1. If the closing per-share price of the Parent Common Stock (as reported by Nasdaq or its other primary exchange, if applicable) equals or exceeds $22.50 per share for any 20 trading days within any consecutive 30-trading day period that occurs after the Closing Date and on or prior to the two (2) year anniversary of the Closing Date (the first occurrence of the foregoing is referred to herein as the “$22.50 Share Price Milestone”), then Parent shall issue, in accordance with Section 1.16 of the Agreement, to each Securityholder as of immediately prior to the Effective Time, a number of shares of Parent Common Stock equal to (A) the Pro Rata Share in respect of such Securityholder multiplied by (B) 500,000 (such number of shares being referred to as the “Contingent Consideration Shares”); provided, that Parent shall not issue Contingent Consideration Shares with respect to any Excluded Shares or Dissenting Shares or to any Securityholder that has not submitted a Letter of Transmittal in accordance with Section 1.04 of the Agreement.
2. If, following the two (2) year anniversary of the Closing Date, as applicable, the $22.50 Share Price Milestone has not occurred, none of the Contingent Consideration Shares shall be issued.
3. In the event that after the Closing and prior to the two (2) year anniversary of the Closing Date, there is a Change of Control, then any Contingent Consideration Shares that have not been previously issued by Parent (whether or not previously earned) shall be deemed earned and issued by Parent to the Securityholders as of immediately prior to the Effective Time upon such Change of Control unless, in connection with such Change of Control, each share of Parent Common Stock receives consideration having a value less than $22.50 (any such Change of Control, a “Non-Acceleration Event”); provided, that the value of such consideration shall be determined in good faith by the board of directors of Parent (the “Parent Board”) after taking into account the dilutive impact of the issuance of the Contingent Consideration Shares, as applicable, and accordingly adjusting the value of the per share consideration to be received in connection with such Change of Control transaction).
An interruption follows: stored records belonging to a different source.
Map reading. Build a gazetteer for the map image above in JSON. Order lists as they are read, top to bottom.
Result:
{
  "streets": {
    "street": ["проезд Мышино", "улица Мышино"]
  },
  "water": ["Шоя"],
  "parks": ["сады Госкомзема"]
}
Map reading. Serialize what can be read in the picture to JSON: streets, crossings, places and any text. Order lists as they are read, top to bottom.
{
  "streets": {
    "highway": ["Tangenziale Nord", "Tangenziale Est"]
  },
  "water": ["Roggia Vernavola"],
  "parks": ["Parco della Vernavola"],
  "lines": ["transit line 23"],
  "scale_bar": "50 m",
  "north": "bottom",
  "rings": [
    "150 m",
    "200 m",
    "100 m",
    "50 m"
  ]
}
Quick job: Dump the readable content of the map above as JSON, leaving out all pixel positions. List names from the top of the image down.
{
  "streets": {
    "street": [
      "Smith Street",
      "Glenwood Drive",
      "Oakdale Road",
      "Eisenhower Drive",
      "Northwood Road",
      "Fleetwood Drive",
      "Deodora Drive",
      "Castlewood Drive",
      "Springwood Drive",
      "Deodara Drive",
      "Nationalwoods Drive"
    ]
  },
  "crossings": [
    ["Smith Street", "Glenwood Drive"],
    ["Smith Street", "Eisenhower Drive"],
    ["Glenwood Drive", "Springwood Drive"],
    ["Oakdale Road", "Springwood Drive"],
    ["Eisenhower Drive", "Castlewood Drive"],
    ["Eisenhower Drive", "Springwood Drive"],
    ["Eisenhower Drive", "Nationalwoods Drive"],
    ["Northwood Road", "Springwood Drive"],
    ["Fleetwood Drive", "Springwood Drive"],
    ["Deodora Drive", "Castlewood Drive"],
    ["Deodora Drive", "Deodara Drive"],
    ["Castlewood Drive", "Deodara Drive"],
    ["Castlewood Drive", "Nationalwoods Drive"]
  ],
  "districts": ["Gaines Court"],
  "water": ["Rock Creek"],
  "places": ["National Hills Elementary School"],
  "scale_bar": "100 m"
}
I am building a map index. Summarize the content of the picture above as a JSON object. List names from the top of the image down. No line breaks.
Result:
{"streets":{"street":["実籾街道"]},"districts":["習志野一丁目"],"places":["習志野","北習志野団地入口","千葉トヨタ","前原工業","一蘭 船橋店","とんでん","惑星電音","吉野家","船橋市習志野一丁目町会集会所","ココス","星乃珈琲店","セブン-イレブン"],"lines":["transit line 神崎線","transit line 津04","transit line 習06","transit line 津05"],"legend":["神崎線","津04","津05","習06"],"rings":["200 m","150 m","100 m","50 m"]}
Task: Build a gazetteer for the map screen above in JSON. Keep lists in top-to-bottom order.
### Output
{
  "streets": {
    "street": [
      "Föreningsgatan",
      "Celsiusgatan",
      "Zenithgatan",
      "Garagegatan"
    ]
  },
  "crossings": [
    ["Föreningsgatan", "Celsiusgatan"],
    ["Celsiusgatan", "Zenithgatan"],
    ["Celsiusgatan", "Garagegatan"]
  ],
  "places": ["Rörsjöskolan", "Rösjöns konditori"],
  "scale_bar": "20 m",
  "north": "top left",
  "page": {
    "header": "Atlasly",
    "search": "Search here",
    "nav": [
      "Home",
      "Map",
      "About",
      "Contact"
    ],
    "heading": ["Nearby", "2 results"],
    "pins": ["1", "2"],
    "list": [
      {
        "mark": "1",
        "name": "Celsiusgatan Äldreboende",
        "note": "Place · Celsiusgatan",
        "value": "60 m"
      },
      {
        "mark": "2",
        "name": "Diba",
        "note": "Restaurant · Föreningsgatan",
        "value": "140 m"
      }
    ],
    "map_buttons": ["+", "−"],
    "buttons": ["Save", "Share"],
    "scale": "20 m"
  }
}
Notwithstanding the foregoing, (A) in the event of a Non-Acceleration Event (unless the consideration to be received by the holders of the Parent Common Stock in such Non-Acceleration Event consists solely of cash) or (B) a Delisting Event occurs, (i) the Parties shall in good faith make any and all amendments to this Schedule 2 that are necessary to ensure that the Securityholders continue to receive the benefit of the bargain intended by this Schedule 2 following such Non-Acceleration Event or Delisting Event in the event there occurs a merger, sale or similar transaction involving the Acquiring Entity (as defined below) or Parent, as applicable, prior to the two (2) year anniversary of the Closing Date and (ii) proper provision shall be made prior to or concurrently with (and as a condition to) the consummation of such Non-Acceleration Event so that the successors and assigns of Parent, or any purchaser, licensor or other acquirer of any assets in such transaction (each, an “Acquiring Entity”), if applicable, shall, from and after the consummation of such Change of Control, become lawfully bound by this Schedule 2, as so amended.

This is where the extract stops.